Work item> Using the material below, work out how many lines contain the word "setLineDash". Reply with the number and nothing more.

────────

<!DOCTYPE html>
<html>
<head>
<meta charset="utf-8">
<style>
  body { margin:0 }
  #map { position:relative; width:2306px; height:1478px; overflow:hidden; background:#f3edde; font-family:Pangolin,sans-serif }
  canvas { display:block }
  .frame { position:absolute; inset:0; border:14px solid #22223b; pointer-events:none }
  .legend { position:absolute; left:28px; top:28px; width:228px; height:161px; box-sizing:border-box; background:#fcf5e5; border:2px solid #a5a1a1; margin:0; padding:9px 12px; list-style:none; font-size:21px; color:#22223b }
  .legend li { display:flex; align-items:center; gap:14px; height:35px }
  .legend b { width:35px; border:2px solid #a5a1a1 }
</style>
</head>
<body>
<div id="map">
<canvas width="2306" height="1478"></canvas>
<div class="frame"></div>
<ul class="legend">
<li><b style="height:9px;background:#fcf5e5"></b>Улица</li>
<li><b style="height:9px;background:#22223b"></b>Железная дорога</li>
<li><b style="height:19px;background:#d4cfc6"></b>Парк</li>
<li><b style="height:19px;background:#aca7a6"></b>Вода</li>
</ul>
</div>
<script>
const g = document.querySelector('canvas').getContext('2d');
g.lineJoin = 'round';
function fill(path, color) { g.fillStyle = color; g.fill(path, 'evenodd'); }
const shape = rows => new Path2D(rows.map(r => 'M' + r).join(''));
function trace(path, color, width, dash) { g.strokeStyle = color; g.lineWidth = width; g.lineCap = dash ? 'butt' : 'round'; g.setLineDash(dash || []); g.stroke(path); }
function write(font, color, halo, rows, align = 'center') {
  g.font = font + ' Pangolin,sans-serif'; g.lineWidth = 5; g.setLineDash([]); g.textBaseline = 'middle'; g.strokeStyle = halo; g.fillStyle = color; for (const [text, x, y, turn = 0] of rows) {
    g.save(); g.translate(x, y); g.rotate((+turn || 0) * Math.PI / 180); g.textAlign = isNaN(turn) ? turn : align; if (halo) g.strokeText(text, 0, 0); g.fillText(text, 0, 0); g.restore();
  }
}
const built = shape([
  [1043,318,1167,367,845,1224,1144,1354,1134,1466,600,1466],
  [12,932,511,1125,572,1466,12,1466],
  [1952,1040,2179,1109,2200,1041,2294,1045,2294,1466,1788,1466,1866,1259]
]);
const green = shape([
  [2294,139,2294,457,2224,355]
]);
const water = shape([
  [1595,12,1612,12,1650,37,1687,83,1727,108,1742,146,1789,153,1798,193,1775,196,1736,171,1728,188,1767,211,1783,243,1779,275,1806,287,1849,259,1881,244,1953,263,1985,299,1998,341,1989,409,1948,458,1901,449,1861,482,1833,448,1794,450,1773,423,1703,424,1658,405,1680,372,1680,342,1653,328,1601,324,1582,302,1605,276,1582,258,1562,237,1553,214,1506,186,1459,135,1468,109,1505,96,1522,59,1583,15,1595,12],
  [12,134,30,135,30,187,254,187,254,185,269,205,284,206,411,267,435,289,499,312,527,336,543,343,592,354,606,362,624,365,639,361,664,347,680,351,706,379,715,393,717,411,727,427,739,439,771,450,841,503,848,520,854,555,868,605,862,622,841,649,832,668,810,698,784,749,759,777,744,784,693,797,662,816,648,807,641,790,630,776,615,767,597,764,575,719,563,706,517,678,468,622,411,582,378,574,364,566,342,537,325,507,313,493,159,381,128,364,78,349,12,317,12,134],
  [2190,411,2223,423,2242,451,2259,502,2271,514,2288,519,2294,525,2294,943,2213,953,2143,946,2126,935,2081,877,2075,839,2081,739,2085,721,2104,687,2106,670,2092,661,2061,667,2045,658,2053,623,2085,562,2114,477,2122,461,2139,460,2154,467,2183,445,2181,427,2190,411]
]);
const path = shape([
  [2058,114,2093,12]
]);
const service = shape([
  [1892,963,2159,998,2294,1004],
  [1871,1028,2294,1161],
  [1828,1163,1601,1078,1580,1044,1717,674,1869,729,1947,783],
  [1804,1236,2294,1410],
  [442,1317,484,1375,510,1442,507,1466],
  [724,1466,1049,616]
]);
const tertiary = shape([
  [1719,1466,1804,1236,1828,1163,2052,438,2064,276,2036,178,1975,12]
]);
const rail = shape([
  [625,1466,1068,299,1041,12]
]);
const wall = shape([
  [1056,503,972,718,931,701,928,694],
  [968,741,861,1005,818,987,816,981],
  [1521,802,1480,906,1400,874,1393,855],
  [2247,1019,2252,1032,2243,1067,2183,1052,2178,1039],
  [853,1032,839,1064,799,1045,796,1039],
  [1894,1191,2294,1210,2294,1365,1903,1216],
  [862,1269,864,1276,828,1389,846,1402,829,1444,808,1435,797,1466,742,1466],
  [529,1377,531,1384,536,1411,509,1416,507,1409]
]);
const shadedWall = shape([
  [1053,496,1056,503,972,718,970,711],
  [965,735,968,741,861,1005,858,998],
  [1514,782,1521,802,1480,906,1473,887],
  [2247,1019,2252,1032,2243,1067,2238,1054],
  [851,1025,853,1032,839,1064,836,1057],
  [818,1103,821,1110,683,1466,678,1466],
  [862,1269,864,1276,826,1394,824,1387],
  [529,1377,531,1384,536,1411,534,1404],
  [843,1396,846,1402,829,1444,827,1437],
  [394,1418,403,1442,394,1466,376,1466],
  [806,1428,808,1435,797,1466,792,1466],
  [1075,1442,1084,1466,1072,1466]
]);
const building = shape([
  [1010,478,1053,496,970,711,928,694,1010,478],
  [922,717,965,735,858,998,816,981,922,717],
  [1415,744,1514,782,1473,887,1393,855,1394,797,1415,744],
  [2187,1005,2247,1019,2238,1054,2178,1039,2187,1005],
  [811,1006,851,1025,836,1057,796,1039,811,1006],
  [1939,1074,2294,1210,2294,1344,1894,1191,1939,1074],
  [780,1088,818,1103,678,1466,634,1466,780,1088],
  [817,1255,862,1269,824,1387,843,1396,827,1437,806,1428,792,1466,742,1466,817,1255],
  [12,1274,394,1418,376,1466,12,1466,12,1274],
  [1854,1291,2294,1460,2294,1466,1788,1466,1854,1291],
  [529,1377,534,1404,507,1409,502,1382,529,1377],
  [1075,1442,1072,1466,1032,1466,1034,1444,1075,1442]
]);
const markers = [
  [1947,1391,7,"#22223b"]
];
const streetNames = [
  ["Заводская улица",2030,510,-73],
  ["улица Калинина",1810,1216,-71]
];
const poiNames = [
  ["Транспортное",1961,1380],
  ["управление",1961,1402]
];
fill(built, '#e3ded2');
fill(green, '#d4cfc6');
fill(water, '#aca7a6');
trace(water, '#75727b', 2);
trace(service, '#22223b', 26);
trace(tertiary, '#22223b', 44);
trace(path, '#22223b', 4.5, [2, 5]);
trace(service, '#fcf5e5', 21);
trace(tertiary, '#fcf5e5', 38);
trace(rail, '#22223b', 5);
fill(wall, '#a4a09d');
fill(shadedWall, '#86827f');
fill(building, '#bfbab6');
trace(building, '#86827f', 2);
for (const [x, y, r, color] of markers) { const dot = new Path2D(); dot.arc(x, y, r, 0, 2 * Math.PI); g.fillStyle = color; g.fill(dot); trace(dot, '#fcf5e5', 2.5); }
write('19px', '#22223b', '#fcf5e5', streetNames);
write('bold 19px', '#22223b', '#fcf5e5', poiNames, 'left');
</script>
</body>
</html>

────────

Output of the exercise> 2